**Required work:** Could you transcribe every record below exactly as written, leaving out any pictures?

**Entries shown:**
__________________________________________________

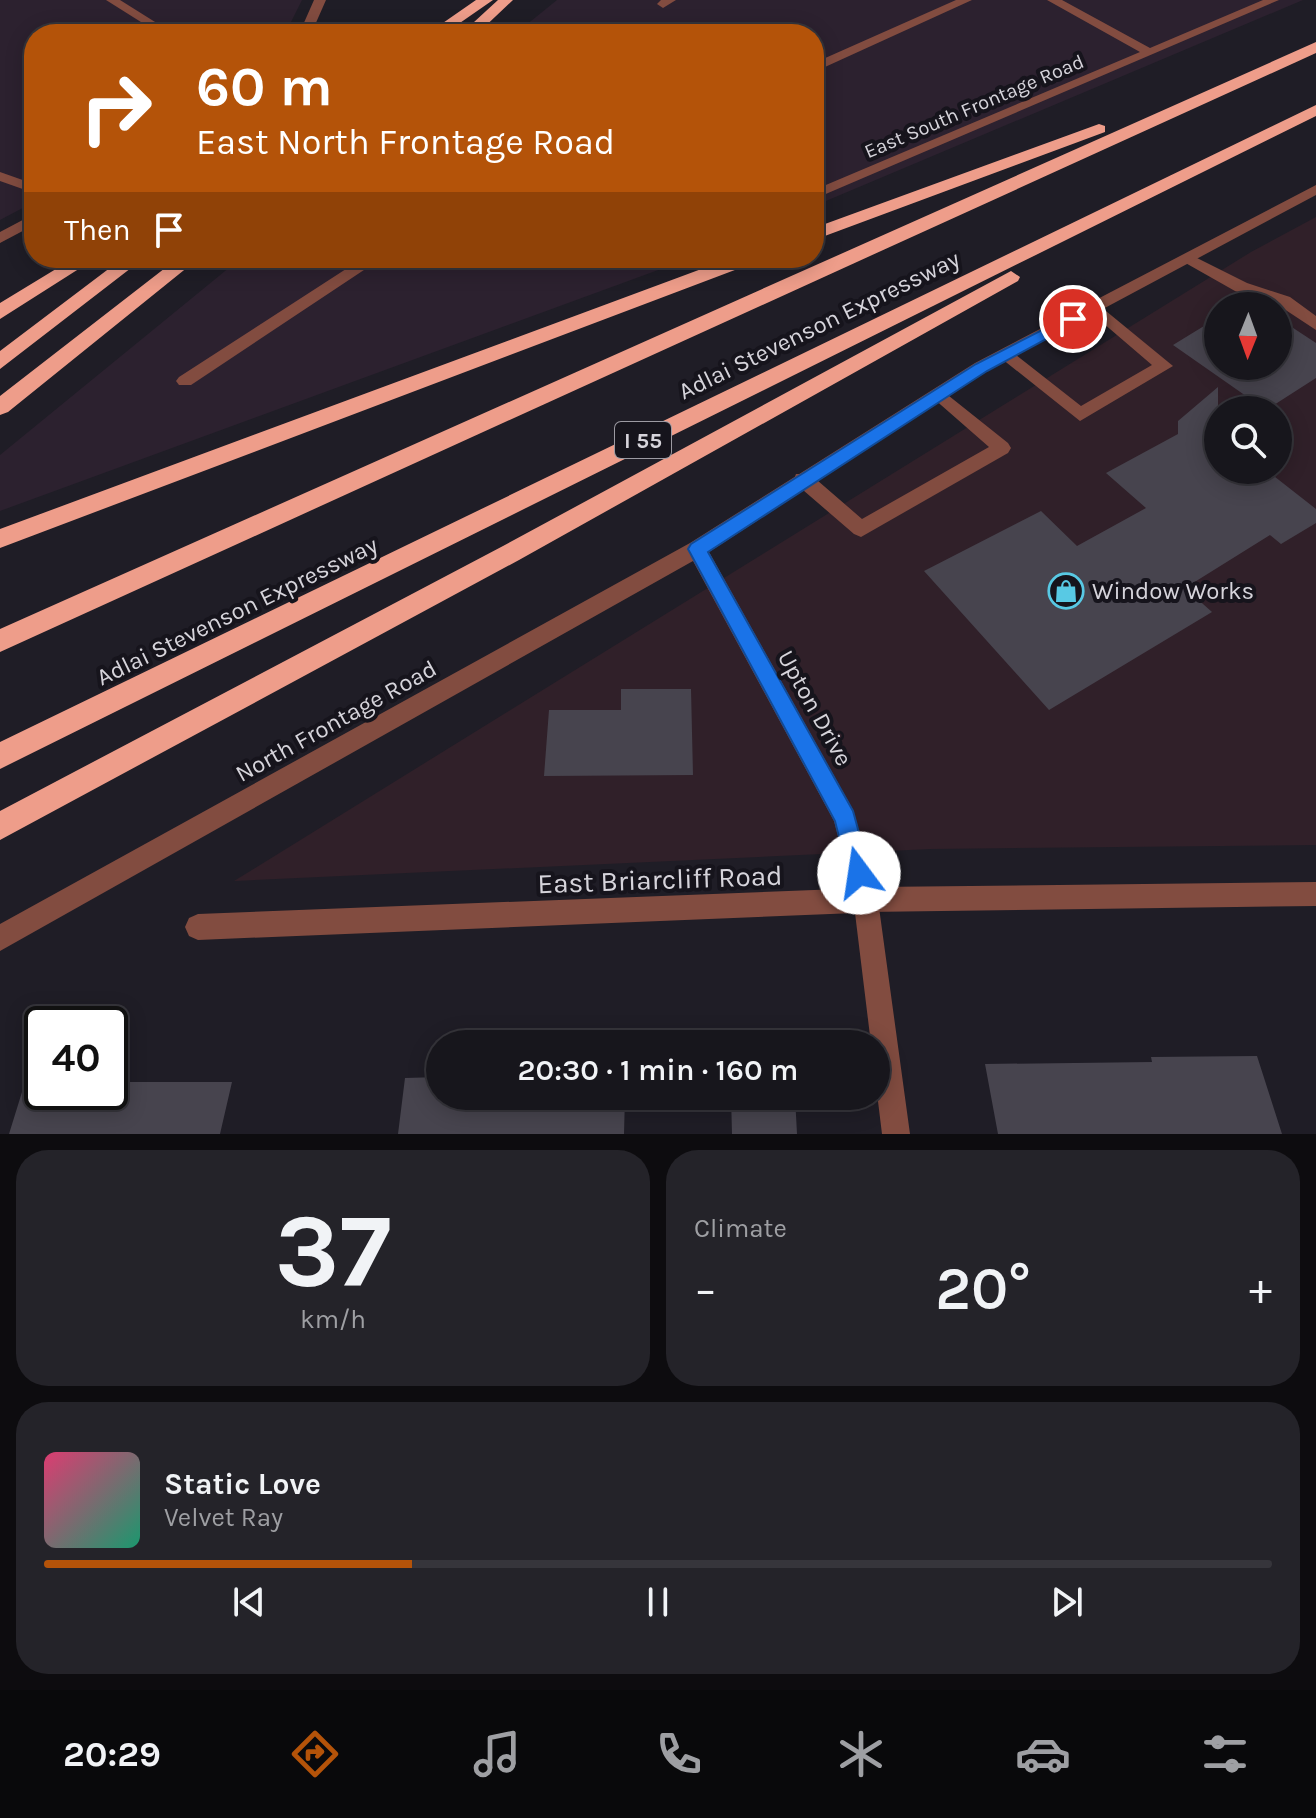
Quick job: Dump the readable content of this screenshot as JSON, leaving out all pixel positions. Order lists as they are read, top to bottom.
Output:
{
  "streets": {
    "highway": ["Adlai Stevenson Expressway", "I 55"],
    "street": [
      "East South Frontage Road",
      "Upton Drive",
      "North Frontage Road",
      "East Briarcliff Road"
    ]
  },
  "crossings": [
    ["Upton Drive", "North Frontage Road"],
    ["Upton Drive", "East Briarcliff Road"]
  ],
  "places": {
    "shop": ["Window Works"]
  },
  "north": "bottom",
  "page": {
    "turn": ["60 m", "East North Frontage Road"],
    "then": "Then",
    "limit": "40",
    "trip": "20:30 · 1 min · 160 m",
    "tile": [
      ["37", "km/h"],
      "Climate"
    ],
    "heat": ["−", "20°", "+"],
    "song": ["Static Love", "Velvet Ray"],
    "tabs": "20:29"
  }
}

__________________________________________________

**Result below:**
Quick job: Dump the readable content of this screenshot as JSON, leaving out all pixel positions. Order lists as they are read, top to bottom.
Output:
{
  "streets": {
    "highway": ["Adlai Stevenson Expressway", "I 55"],
    "street": [
      "East South Frontage Road",
      "Upton Drive",
      "North Frontage Road",
      "East Briarcliff Road"
    ]
  },
  "crossings": [
    ["Upton Drive", "North Frontage Road"],
    ["Upton Drive", "East Briarcliff Road"]
  ],
  "places": {
    "shop": ["Window Works"]
  },
  "north": "bottom",
  "page": {
    "turn": ["60 m", "East North Frontage Road"],
    "then": "Then",
    "limit": "40",
    "trip": "20:30 · 1 min · 160 m",
    "tile": [
      ["37", "km/h"],
      "Climate"
    ],
    "heat": ["−", "20°", "+"],
    "song": ["Static Love", "Velvet Ray"],
    "tabs": "20:29"
  }
}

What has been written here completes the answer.